### What needs to be done
Only a number is expected here: the count of lines in this data where "buttons" occurs.

(Stored items)
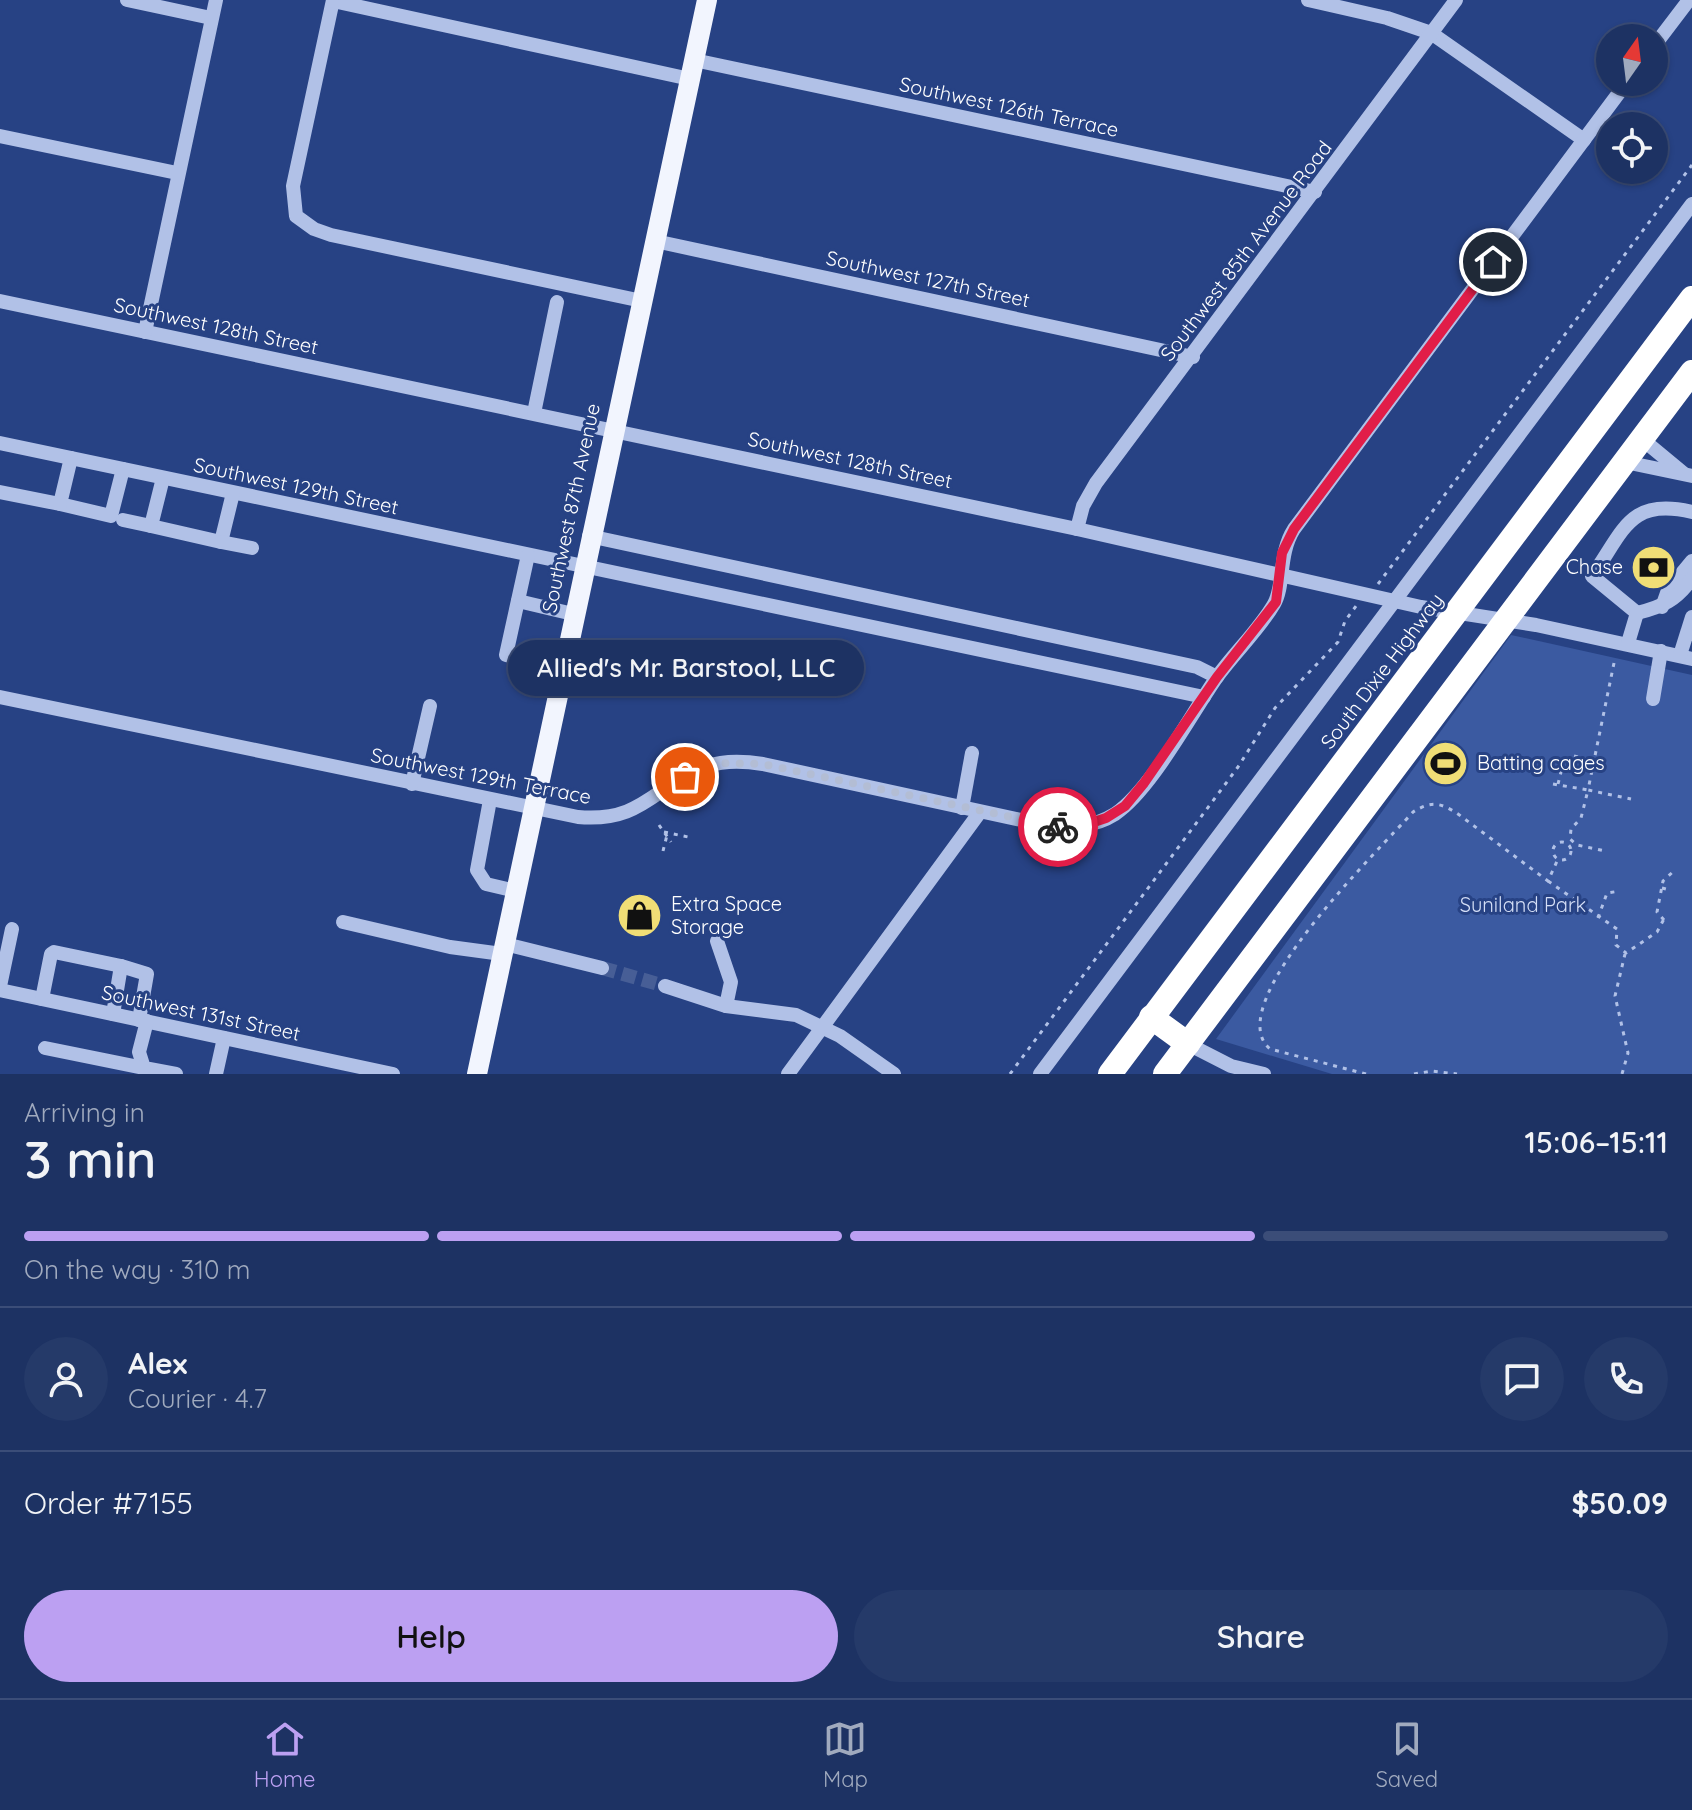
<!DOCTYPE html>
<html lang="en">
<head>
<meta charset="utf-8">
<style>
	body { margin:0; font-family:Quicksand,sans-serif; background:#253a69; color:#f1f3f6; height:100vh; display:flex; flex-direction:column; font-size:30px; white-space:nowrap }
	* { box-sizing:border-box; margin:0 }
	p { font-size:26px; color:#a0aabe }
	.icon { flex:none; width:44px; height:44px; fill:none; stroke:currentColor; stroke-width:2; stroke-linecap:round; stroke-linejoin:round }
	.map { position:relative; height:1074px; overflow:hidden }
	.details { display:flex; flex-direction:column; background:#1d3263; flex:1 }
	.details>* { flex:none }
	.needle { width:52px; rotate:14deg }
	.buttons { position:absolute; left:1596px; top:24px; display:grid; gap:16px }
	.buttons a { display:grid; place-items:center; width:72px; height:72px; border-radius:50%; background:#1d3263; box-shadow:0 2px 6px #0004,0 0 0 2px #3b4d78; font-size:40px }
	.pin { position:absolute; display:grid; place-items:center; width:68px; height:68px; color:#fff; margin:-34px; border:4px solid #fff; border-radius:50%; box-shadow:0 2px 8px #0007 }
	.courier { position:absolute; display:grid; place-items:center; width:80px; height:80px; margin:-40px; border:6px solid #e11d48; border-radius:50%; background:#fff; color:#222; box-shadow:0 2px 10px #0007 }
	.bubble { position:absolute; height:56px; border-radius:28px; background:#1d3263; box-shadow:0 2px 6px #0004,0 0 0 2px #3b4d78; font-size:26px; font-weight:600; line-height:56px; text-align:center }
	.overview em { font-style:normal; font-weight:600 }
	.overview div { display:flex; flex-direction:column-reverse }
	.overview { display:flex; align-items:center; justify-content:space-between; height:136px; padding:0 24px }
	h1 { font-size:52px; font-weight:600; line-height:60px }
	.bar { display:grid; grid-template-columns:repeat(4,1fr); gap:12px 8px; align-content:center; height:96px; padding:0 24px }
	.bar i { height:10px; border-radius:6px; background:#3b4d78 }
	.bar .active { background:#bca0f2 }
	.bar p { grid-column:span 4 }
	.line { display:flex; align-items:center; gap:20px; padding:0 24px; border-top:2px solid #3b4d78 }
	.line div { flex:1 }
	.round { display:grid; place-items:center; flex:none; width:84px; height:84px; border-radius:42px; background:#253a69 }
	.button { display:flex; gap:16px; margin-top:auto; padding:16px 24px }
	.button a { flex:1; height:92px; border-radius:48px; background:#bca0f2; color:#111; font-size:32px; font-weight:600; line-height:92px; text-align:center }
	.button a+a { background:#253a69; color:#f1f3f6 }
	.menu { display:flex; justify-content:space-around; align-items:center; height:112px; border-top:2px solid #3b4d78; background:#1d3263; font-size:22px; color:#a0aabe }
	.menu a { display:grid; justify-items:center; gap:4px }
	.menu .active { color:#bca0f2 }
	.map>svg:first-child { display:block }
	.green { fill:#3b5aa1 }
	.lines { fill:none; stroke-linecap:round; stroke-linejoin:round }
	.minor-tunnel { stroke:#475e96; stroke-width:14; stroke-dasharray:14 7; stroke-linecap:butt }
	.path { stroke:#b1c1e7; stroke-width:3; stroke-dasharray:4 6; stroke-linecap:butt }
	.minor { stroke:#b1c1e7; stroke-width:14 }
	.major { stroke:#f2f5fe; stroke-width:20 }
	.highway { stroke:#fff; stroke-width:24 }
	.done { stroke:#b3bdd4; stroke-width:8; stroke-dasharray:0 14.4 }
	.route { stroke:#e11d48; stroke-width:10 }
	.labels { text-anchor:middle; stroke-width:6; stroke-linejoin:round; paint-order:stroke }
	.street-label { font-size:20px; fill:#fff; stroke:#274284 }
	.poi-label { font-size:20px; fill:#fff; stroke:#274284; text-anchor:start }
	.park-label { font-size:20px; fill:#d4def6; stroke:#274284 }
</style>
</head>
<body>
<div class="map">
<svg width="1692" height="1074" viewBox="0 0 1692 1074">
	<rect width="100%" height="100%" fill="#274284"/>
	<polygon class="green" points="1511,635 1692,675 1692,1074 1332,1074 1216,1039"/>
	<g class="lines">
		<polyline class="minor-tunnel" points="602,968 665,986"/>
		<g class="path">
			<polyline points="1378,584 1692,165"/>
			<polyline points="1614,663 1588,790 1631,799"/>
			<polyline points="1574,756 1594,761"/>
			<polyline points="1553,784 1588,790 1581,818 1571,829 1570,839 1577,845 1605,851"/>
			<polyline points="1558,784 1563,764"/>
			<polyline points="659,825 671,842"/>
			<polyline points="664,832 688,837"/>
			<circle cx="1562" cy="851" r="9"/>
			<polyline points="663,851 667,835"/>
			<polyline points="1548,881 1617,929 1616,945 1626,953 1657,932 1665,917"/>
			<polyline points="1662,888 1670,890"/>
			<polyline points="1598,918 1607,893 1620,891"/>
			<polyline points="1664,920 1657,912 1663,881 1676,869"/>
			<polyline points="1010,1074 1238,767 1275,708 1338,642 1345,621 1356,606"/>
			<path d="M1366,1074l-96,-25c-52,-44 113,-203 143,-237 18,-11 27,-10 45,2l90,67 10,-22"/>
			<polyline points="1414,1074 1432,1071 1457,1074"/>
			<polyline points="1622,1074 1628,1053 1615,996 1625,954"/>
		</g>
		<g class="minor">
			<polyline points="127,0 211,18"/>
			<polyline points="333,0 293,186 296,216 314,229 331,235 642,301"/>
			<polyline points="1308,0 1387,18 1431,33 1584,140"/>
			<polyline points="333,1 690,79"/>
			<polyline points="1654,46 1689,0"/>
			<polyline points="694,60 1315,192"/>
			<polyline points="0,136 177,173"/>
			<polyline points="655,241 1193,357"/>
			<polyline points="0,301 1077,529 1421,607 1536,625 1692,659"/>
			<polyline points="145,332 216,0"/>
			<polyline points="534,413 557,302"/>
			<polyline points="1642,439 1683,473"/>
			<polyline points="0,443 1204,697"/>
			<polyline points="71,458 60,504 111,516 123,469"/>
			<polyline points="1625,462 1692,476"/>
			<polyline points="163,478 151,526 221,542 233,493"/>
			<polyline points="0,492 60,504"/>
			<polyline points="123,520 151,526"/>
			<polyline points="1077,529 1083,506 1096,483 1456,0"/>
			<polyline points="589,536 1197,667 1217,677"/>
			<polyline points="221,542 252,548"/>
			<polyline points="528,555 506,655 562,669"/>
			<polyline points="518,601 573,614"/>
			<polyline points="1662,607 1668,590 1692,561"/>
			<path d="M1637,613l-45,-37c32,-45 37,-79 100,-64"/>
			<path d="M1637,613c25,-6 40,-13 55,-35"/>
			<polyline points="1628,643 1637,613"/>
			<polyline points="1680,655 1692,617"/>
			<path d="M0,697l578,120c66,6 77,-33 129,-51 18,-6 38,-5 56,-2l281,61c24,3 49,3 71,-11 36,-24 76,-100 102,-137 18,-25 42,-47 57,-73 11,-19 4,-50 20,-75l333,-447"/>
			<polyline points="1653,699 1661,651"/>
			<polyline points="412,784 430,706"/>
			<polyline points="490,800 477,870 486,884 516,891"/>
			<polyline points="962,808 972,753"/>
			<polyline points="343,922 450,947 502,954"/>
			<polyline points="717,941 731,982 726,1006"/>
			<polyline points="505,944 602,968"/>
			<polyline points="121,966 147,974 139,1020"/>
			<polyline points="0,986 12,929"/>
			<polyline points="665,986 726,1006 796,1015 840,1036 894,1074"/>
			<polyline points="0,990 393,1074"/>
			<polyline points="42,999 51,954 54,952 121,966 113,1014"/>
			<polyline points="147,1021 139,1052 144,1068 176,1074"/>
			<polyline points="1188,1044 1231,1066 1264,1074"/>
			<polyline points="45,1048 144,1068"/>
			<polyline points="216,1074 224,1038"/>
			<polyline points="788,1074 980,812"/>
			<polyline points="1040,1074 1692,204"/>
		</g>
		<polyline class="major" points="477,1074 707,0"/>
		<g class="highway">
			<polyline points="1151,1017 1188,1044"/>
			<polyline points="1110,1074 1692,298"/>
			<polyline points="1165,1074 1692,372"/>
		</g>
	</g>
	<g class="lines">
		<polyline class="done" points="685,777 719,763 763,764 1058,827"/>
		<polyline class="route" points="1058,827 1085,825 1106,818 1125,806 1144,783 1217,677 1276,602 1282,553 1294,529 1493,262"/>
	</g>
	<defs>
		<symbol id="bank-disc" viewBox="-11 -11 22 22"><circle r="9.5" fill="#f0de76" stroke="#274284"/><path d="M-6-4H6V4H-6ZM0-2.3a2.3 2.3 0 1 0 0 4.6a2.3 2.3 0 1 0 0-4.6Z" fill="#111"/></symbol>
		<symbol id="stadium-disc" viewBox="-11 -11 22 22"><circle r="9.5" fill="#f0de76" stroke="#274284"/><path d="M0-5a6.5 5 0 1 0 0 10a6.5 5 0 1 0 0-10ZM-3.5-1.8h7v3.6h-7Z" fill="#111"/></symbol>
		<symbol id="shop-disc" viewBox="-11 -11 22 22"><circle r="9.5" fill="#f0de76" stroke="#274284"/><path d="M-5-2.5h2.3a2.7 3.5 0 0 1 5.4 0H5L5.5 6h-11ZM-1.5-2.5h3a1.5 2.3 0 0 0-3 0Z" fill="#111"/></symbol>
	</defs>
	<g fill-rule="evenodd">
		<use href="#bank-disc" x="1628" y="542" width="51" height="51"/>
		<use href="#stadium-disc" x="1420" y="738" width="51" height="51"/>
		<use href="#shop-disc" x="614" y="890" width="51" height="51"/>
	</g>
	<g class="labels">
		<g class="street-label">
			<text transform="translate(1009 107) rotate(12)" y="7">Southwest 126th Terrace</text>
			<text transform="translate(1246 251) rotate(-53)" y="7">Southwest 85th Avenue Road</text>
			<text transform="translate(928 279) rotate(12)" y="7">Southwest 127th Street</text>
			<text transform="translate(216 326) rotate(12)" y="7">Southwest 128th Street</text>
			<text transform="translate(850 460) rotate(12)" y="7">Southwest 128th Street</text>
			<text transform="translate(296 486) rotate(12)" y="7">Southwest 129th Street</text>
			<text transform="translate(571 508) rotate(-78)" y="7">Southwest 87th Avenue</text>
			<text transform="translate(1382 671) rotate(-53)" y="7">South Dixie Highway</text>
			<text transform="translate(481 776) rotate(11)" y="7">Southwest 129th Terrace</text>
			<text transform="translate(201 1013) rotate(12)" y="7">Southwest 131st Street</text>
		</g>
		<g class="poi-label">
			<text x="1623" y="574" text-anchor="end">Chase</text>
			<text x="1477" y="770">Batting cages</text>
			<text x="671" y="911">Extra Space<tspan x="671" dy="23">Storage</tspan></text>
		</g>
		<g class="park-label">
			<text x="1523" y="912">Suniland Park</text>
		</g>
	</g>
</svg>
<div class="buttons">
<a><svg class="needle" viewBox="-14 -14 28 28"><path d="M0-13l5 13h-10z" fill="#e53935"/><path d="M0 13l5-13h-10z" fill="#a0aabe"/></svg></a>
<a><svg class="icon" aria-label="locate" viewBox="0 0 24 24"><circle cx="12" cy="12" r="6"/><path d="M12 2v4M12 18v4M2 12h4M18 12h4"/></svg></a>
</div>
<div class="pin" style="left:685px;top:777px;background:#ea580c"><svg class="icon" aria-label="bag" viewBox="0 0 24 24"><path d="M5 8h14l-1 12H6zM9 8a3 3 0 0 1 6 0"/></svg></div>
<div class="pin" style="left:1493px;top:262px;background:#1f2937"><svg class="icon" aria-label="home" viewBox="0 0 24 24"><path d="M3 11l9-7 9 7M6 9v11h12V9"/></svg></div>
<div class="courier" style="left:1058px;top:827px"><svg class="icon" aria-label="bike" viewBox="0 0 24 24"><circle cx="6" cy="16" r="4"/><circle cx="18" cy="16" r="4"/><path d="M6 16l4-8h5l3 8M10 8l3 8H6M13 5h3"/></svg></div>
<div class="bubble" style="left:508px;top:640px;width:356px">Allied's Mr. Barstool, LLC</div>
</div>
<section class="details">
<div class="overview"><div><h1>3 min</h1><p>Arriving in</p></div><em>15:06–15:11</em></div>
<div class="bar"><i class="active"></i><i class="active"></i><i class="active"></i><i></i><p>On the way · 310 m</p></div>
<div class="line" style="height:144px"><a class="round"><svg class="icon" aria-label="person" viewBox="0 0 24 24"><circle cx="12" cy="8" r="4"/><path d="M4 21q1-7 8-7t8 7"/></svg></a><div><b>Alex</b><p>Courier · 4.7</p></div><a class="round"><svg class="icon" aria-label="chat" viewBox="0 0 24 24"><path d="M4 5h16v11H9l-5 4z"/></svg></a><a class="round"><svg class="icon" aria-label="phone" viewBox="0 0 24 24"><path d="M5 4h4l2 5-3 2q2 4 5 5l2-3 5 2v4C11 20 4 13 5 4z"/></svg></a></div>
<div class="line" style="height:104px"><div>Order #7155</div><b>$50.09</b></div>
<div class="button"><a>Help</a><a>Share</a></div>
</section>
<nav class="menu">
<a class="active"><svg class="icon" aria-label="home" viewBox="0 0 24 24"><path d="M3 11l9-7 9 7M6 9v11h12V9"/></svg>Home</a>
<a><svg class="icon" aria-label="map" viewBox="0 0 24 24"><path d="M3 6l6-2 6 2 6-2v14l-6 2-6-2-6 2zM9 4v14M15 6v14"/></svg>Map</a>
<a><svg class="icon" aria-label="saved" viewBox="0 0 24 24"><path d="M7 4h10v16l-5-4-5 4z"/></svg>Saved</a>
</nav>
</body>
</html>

### Response below
3